Pero nuestra mayor potencia es la vulnerabilidad, la posibilidad de estar abiertos al mundo y de que el mundo nos conmueva

La heroicidad, los pedestales, las portadas de la revista, son una promesa de felicidad. Si yo fuese así, si yo estuviese ahí, sería feliz. Los males del mundo no alcanzan ese lugar, y desde ahí la vida no puede dejarnos cicatrices. Y en esa ilusión perdemos de vista lo que tal vez sea nuestra mayor potencia: la vulnerabilidad, la posibilidad de estar abiertos al mundo y de que el mundo nos conmueva, nos sobrepase, nos conmocione, nos hiera y nos acoja.

Una propuesta para hacer terapia colectiva

Hay un ejercicio grupal que consiste en ponerse en círculo y que una persona, desde el centro, se deje caer. Sin más. Se desploma con la certeza de que el grupo la recogerá, la irá pasando de unos brazos a otros y no permitirá que se lastime. Porque ese daño ya no sería el de una sola persona aislada, no sería una cicatriz personal, sino el dolor de todo el grupo; y el consuelo a un dolor común no es personal, sino que nace de los brazos del conjunto puestos para acoger a quien lo esté necesitando, a quien necesite del apoyo y del cobijo.

Al ir rotando la posición central, la posición de vulnerabilidad, entendemos que todos, en algún momento, somos todo. Que tanto nuestra caída, como nuestras heroicidades, tienen repercusiones en el entorno; que a veces hacemos daño al caer, como lo hacemos al negarnos la caída; que nuestras batallas tienen víctimas, y que nosotros también participamos de ese dolor, aunque la mítica del pedestal nos impida verlo.
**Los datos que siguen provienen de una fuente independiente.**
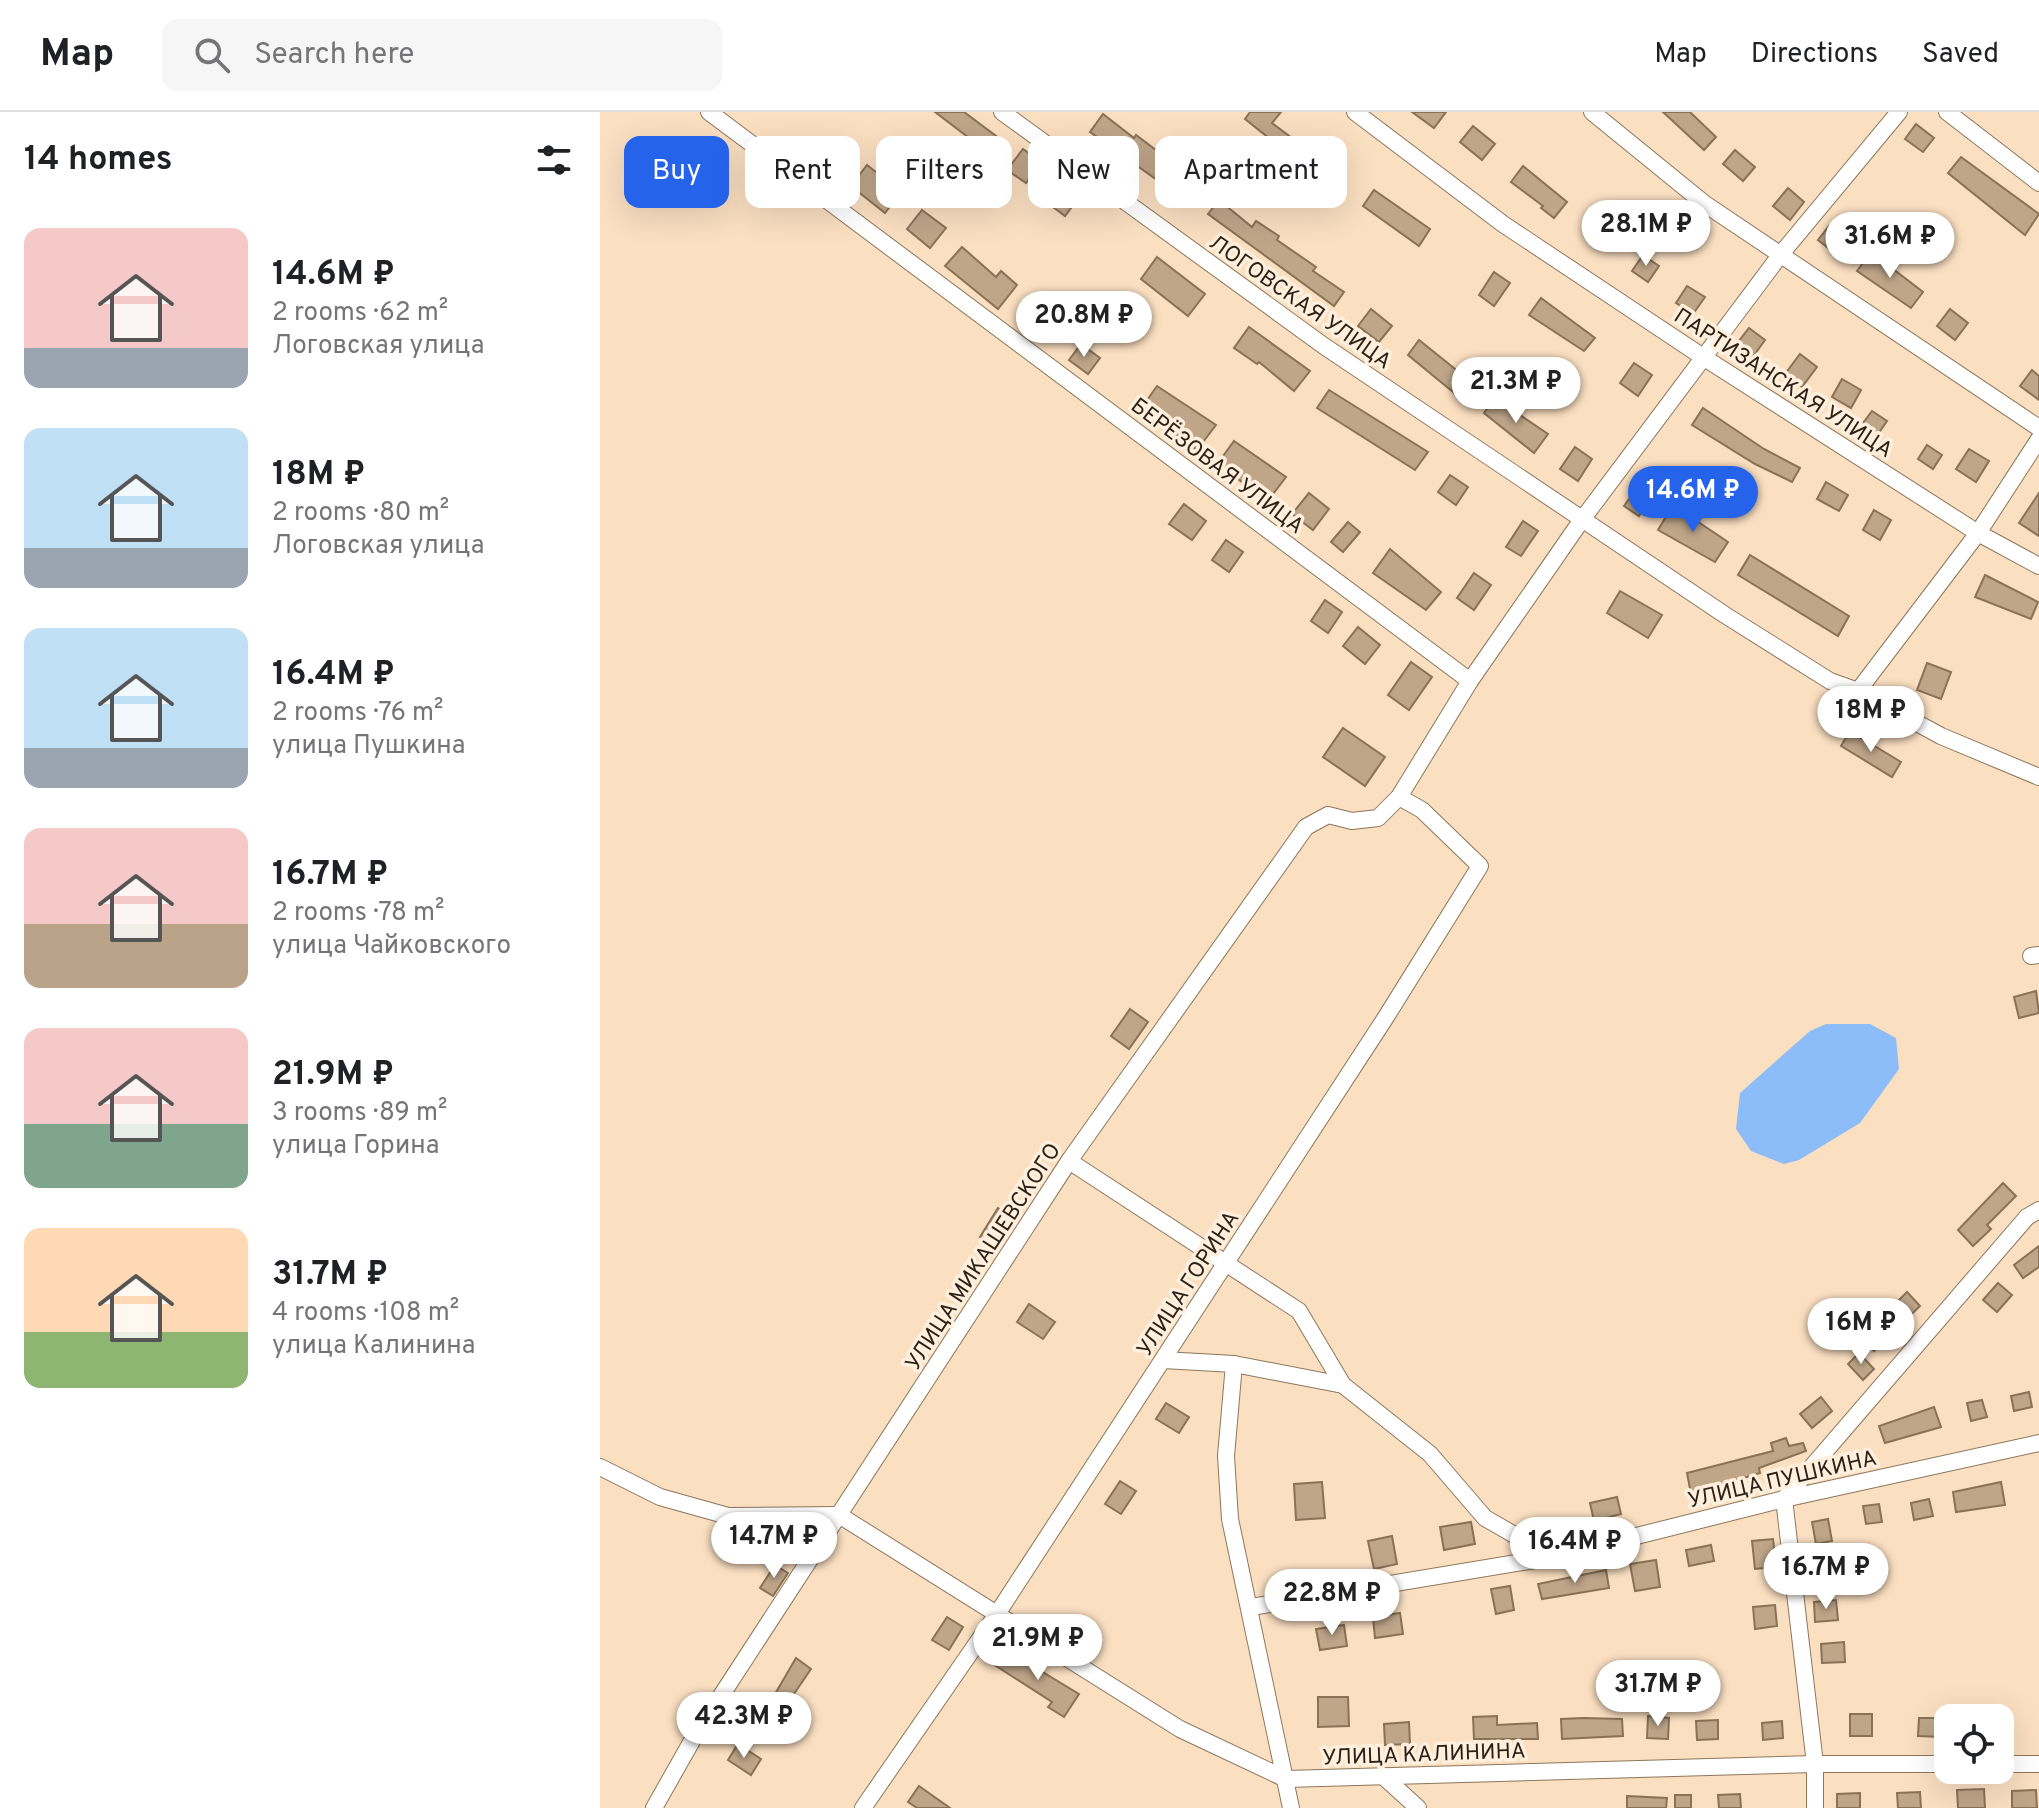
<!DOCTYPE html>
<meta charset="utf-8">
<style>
:root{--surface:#fff;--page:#f6f6f6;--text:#202124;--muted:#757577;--line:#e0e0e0;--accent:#2563eb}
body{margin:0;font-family:Overpass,sans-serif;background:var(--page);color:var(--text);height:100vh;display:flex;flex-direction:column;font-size:30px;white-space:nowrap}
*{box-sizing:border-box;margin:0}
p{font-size:26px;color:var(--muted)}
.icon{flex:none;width:44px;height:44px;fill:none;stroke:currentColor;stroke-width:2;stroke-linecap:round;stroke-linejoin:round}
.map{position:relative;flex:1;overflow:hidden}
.sheet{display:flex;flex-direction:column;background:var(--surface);width:600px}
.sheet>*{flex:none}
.banner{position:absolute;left:24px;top:24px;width:760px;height:72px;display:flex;gap:16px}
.controls{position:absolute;left:1334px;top:1592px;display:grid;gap:16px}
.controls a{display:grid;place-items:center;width:80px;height:80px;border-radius:16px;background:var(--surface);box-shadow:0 8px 32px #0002;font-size:40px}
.price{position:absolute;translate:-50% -68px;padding:0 18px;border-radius:28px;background:#fff;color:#222;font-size:26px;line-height:52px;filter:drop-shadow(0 2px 4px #0008)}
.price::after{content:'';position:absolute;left:50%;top:48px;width:24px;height:18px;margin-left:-12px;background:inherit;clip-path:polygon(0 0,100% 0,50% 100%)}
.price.on{background:var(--accent);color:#fff}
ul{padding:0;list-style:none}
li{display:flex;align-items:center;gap:24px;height:200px;padding:0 24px}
li span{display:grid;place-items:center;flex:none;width:224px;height:160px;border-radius:16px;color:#555}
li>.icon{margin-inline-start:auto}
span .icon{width:96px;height:96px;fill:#fffc;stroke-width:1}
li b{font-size:34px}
h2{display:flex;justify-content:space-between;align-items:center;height:96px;padding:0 24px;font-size:34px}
.chip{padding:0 28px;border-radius:16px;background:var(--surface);box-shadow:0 8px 32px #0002;font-size:28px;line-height:72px}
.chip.on{background:var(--accent);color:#fff}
header{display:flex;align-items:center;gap:48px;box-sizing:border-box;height:112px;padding:0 40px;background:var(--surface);border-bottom:2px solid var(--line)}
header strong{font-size:38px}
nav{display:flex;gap:44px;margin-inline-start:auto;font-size:28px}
.search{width:560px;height:72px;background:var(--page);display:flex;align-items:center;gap:20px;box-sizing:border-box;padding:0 28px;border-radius:16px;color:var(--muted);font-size:30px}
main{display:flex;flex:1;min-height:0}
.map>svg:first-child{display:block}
</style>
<header>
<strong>Map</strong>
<div class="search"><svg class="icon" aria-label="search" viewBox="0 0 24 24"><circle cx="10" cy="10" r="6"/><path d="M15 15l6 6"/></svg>Search here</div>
<nav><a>Map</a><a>Directions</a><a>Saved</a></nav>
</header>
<main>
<section class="sheet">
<h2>14 homes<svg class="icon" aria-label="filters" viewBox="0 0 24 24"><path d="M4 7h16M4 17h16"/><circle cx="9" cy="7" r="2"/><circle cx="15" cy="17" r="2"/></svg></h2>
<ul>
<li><span style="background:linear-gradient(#f6c9c9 75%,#9aa5b1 0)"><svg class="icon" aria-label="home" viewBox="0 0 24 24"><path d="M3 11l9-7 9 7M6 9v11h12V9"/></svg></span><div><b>14.6M ₽</b><p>2 rooms · 62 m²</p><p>Логовская улица</p></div></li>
<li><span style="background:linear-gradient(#bfe0f5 75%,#9aa5b1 0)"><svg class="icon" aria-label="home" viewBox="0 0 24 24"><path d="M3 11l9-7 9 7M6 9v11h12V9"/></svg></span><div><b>18M ₽</b><p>2 rooms · 80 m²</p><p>Логовская улица</p></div></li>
<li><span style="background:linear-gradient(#bfe0f5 75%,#9aa5b1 0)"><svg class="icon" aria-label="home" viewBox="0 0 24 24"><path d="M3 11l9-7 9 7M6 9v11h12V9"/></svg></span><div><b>16.4M ₽</b><p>2 rooms · 76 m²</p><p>улица Пушкина</p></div></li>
<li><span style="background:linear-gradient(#f6c9c9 60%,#b9a48a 0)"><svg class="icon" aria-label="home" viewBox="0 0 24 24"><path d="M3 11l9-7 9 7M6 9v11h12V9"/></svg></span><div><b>16.7M ₽</b><p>2 rooms · 78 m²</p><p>улица Чайковского</p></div></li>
<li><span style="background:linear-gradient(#f6c9c9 60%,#7fa58c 0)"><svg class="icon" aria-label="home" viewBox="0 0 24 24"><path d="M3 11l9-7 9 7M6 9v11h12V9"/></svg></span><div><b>21.9M ₽</b><p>3 rooms · 89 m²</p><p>улица Горина</p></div></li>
<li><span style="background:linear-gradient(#ffd9b3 65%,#8fb573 0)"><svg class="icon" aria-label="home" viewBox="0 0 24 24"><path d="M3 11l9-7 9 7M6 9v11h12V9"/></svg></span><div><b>31.7M ₽</b><p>4 rooms · 108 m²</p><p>улица Калинина</p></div></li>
</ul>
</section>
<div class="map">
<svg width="1439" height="1696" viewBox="0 0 1439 1696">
<rect width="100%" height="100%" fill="#fadfc1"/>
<path fill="#8cbdf9" d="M1226 912H1270L1296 926 1299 957 1260 1011 1199 1048 1184 1052 1151 1039 1136 1017 1140 981 1210 919Z"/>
<g fill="#bfa689" stroke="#897256" stroke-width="2">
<path d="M335 0H364L400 27 384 47 369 35 373 29Z"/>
<path d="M650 0H681L672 11 708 38 699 50 645 7Z"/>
<path d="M812 0H846L834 16Z"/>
<path d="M1063 0H1090L1116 25 1104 38Z"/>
<path d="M503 2 534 26 536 23 598 70 585 88 490 20Z"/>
<path d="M1316 12 1334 26 1323 40 1305 27Z"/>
<path d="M873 14 895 32 882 48 860 30Z"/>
<path d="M423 37 441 50 426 71 407 58Z"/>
<path d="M1135 38 1155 55 1143 69 1123 52Z"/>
<path d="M1361 45 1439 102 1425 123 1348 61Z"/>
<path d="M267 53 301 80 285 101 251 74Z"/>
<path d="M726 54 738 64 723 83 711 73Z"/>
<path d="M923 54 967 90 954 106 941 96 943 94 911 70Z"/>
<path d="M460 69 480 84 465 104 445 89Z"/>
<path d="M1188 76 1204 90 1190 108 1173 94Z"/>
<path d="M774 78 830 117 819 134 763 94Z"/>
<path d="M619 88 652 115 656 109 679 124 677 128 716 155 713 159 744 180 734 194 608 102Z"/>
<path d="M322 98 346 116 330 136 307 117Z"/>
<path d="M999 104 1020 119 1009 135 988 120Z"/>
<path d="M1229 114 1242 124 1232 139 1218 128Z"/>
<path d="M362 135 396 165 401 159 417 173 398 197 345 154Z"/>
<path d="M1271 140 1323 180 1311 196 1257 159Z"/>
<path d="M1043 143 1059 154 1048 170 1032 159Z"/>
<path d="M557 145 605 182 588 204 541 167Z"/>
<path d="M894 160 910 171 894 194 879 183Z"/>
<path d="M1087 174 1105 185 1093 202 1076 191Z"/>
<path d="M941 186 995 226 984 239 929 203Z"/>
<path d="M444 190 462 202 446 225 428 212Z"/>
<path d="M771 197 792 214 779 230 758 214Z"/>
<path d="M1350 197 1368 211 1355 228 1337 214Z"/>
<path d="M649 215 710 259 694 279 659 250 657 252 634 236Z"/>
<path d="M1149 216 1165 228 1152 246 1135 234Z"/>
<path d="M819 228 870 269 858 284 808 243Z"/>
<path d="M481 232 500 246 488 262 469 248Z"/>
<path d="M1200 242 1217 255 1202 275 1185 262Z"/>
<path d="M1034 251 1052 263 1038 284 1020 271Z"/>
<path d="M1432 258 1439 264V288L1420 274Z"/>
<path d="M1242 267 1261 278 1251 296 1232 285Z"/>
<path d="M557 274 616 313 597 338 540 298Z"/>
<path d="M729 278 828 340 815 358 717 296Z"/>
<path d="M895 286 948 322 934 341 884 301Z"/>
<path d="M1103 296 1164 337 1200 356 1192 370 1155 352 1092 313Z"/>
<path d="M1272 299 1287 309 1278 322 1263 311Z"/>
<path d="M634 329 686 365 667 390 618 351Z"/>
<path d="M1327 333 1342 343 1333 357 1318 347Z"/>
<path d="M975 335 992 347 978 369 960 357Z"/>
<path d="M1369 337 1389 349 1376 370 1356 357Z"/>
<path d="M850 363 868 375 856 393 838 380Z"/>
<path d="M1226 370 1248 383 1239 399 1217 387Z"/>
<path d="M1040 372 1054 382 1039 404 1024 394Z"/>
<path d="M709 381 729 397 713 418 692 402Z"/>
<path d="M1439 381V424L1419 411Z"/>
<path d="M584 392 606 409 592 428 569 412Z"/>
<path d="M1073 393 1128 430 1115 450 1058 418Z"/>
<path d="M1274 398 1291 408 1280 428 1263 418Z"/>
<path d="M923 409 938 419 921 444 906 435Z"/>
<path d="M748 410 760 420 743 440 731 430Z"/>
<path d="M626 428 643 440 629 460 612 448Z"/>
<path d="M790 437 841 480 826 498 773 461Z"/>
<path d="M1150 443 1249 504 1238 524 1138 463Z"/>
<path d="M874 461 891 473 874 498 857 486Z"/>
<path d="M1385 463 1438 490 1431 507 1375 485Z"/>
<path d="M1020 479 1062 503 1048 526 1007 501Z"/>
<path d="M725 488 742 500 728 521 711 509Z"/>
<path d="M758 515 780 533 765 552 743 534Z"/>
<path d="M811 550 832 565 809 598 788 583Z"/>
<path d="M1327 551 1351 560 1341 587 1317 578Z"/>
<path d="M743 616 785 645 765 674 723 645Z"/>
<path d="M1250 619 1301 650 1292 665 1241 634Z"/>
<path d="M1436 879 1439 901 1419 906 1414 885Z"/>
<path d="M530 897 548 910 529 937 511 924Z"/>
<path d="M1403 1071 1416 1084 1387 1113 1391 1117 1373 1134 1358 1118Z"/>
<path d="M398 1096 414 1106 395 1135 380 1125Z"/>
<path d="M1439 1134V1155L1423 1166 1414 1153Z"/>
<path d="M1398 1171 1412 1183 1397 1200 1383 1188Z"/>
<path d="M1307 1180 1320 1194 1274 1239 1261 1223 1292 1199 1290 1197Z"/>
<path d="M429 1192 455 1210 443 1227 417 1210Z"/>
<path d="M1259 1241 1274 1257 1263 1268 1248 1252Z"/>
<path d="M1429 1280 1432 1295 1414 1299 1411 1284Z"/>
<path d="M1221 1285 1232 1299 1212 1316 1200 1302Z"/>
<path d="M1382 1288 1387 1305 1371 1309 1367 1291Z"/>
<path d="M566 1291 589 1305 579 1321 556 1307Z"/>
<path d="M1334 1295 1341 1315 1285 1331 1279 1314Z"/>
<path d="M1186 1326 1189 1334 1203 1331 1206 1339 1159 1356 1160 1361 1091 1382 1087 1361 1173 1339 1171 1331Z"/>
<path d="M520 1369 536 1379 521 1402 505 1392Z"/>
<path d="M722 1370 725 1406 696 1408 694 1372Z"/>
<path d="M1401 1370 1405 1393 1356 1400 1353 1380Z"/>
<path d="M1017 1385 1021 1402 994 1409 990 1391Z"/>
<path d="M1329 1387 1333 1404 1314 1408 1311 1391Z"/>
<path d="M1279 1392 1282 1410 1266 1412 1263 1394Z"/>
<path d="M1228 1407 1232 1429 1216 1432 1212 1410Z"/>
<path d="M871 1410 875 1432 844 1438 840 1415Z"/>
<path d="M792 1424 797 1452 774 1457 768 1429Z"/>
<path d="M1173 1427 1176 1455 1155 1457 1152 1429Z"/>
<path d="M1111 1433 1114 1449 1089 1454 1086 1438Z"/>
<path d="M1056 1448 1060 1475 1035 1479 1030 1452Z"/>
<path d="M175 1453 188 1461 173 1484 160 1476Z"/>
<path d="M1006 1458 1009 1476 942 1487 938 1472Z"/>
<path d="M910 1474 914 1498 896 1502 891 1477Z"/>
<path d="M1236 1488 1238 1508 1215 1510 1214 1490Z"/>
<path d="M1175 1493 1177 1514 1155 1517 1153 1495Z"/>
<path d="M800 1501 803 1522 775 1526 773 1505Z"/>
<path d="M347 1505 363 1515 349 1538 332 1528Z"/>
<path d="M744 1513 747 1534 720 1538 716 1517Z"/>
<path d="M1244 1530 1245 1550 1222 1551 1221 1532Z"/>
<path d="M403 1536 479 1582 464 1605 448 1595 452 1590 393 1552Z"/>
<path d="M196 1546 211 1557 185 1595 189 1597 174 1621 158 1611Z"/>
<path d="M718 1585H748L749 1614 718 1615Z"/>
<rect x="1250" y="1602" width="22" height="22"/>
<path d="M897 1604V1613L937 1611 938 1627H874L873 1605Z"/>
<path d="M1048 1604 1069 1606 1068 1627 1047 1626Z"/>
<path d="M984 1606 1022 1607 1023 1624 962 1627 961 1607Z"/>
<path d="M1319 1606H1342L1341 1625 1318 1624Z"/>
<path d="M1118 1608V1627L1097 1628 1096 1609Z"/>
<path d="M1182 1609 1183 1626 1163 1628 1162 1611Z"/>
<path d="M809 1610 810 1632 785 1633 784 1612Z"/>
<path d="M138 1632 161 1647 151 1663 128 1648Z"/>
<path d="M319 1674 350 1696H317L308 1690Z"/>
<path d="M1384 1677 1385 1696H1358L1357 1678Z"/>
<path d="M1436 1678 1437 1696H1412V1679Z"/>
<path d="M1320 1680 1321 1696H1298L1297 1681Z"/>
<path d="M1260 1681V1696H1237V1682Z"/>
<path d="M1140 1682 1141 1696H1119L1118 1683Z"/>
<rect x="1075" y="1683" width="16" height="13"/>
<path d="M1027 1684 1067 1686 1066 1696H1027Z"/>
</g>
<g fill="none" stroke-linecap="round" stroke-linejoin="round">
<g stroke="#8e765a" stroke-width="18">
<g id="minor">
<path d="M109 0 870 569"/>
<path d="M402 0 724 234 1125 503 1230 569 1258 579 1341 624 1439 665"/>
<path d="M755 0 903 112 1103 245 1378 421 1439 454"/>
<path d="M992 0 1105 92 1439 316"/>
<path d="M1347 0 1439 71"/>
<path d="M1258 579 1378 421 1439 327"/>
<path d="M1431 844 1439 843"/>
<path d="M469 1049 699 1199 743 1273 830 1342 885 1406 953 1445"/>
<path d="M563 1248 634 1252 743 1273"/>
<path d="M634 1252 626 1344 630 1407 691 1696"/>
<path d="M0 1355 60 1385 128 1404 239 1403 580 1617 686 1667 1215 1652H1348"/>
<path d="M651 1495 953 1445 1184 1387 1439 1331"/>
<path d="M1400 1652H1439"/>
<path d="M783 1664 818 1696"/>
<path d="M54 1696 93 1627 469 1049 706 715 728 703 752 709 778 706 799 685 870 569 981 409 1181 142 1299 0"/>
<path d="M263 1696 397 1502 786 905 880 754 822 698 799 685"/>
<path d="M1215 1696V1652L1184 1387 1427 1105 1439 1098"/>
</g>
</g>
<use href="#minor" stroke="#fff" stroke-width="16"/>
</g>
<g text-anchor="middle" stroke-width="7" stroke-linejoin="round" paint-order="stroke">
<g font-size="22" fill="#2b2116" stroke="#ffefdc">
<text transform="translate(701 189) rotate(35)" y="8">ЛОГОВСКАЯ УЛИЦА</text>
<text transform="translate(1184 270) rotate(33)" y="8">ПАРТИЗАНСКАЯ УЛИЦА</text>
<text transform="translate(618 353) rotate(37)" y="8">БЕРЁЗОВАЯ УЛИЦА</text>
<text transform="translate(382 1144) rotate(-57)" y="8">УЛИЦА МИКАШЕВСКОГО</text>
<text transform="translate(587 1171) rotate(-57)" y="8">УЛИЦА ГОРИНА</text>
<text transform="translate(1182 1366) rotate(-13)" y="8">УЛИЦА ПУШКИНА</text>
<text transform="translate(824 1641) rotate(-2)" y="8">УЛИЦА КАЛИНИНА</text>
</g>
</g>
</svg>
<div class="controls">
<a><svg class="icon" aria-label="locate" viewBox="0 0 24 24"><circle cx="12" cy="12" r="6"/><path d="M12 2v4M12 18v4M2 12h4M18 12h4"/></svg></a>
</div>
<b class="price" style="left:1046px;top:156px">28.1M ₽</b>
<b class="price" style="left:1290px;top:168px">31.6M ₽</b>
<b class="price" style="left:484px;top:247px">20.8M ₽</b>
<b class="price" style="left:916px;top:313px">21.3M ₽</b>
<b class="price on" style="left:1093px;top:422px">14.6M ₽</b>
<b class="price" style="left:1271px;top:642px">18M ₽</b>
<b class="price" style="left:1261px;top:1254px">16M ₽</b>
<b class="price" style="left:174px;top:1468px">14.7M ₽</b>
<b class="price" style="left:975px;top:1473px">16.4M ₽</b>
<b class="price" style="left:1226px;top:1499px">16.7M ₽</b>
<b class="price" style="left:732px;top:1525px">22.8M ₽</b>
<b class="price" style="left:438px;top:1570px">21.9M ₽</b>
<b class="price" style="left:1058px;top:1616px">31.7M ₽</b>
<b class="price" style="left:144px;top:1648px">42.3M ₽</b>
<div class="banner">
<a class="chip on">Buy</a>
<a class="chip">Rent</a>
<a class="chip">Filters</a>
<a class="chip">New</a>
<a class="chip">Apartment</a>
</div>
</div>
</main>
Bajar del pedestal a otros

Tal vez debemos ejercitarnos en mirar con ironía esas estatuas, esas portadas, esos héroes y heroínas de la ficción contemporánea que nos asaltan a diario desde los videoclips, los encuentros deportivos y los grandes carteles publicitarios. Si es cierto que Victoria Beckham, Cristiano Ronaldo o Gerard Piqué solo lloran cuando recogen un premio, debemos sentir compasión por ellos, más que admiración.

Porque permitirnos llorar nos da una profundidad necesaria para estar en el mundo y con el mundo, porque tener miedo es ser conscientes del peso abrumador de la realidad, y solo desde esta capacidad para llorar y temer, desde la fragilidad, podremos construir un mundo más amable. Porque dejarnos caer es acoger la pequeñez que nos constituye y que nos hace mágicos, accesibles, emocionables y emocionantes.

Amar nuestras cicatrices emocionales

Hay que observar las victorias pensando en los perdedores, porque en ellos están las claves del conocimiento: quien gana no necesita moverse un ápice, pero quien pierde, sí. Celebrar los goles, pero celebrar de una manera profunda cada vez que el héroe cae, porque es ahí donde aprendemos a ser algo más que estatuas, desde el anonimato, los brazos abiertos, los pequeños gestos cotidianos. Desde ser lo que somos, lo que sí podemos ser, dando valor a las manos tendidas, a las sonrisas, a las ojeras, a las estrías.

Poniendo en cada cicatriz toda la potencia de una vida vivida, de un cuerpo y un estar en el mundo que, en tanto que vida, solo puede ser memorable.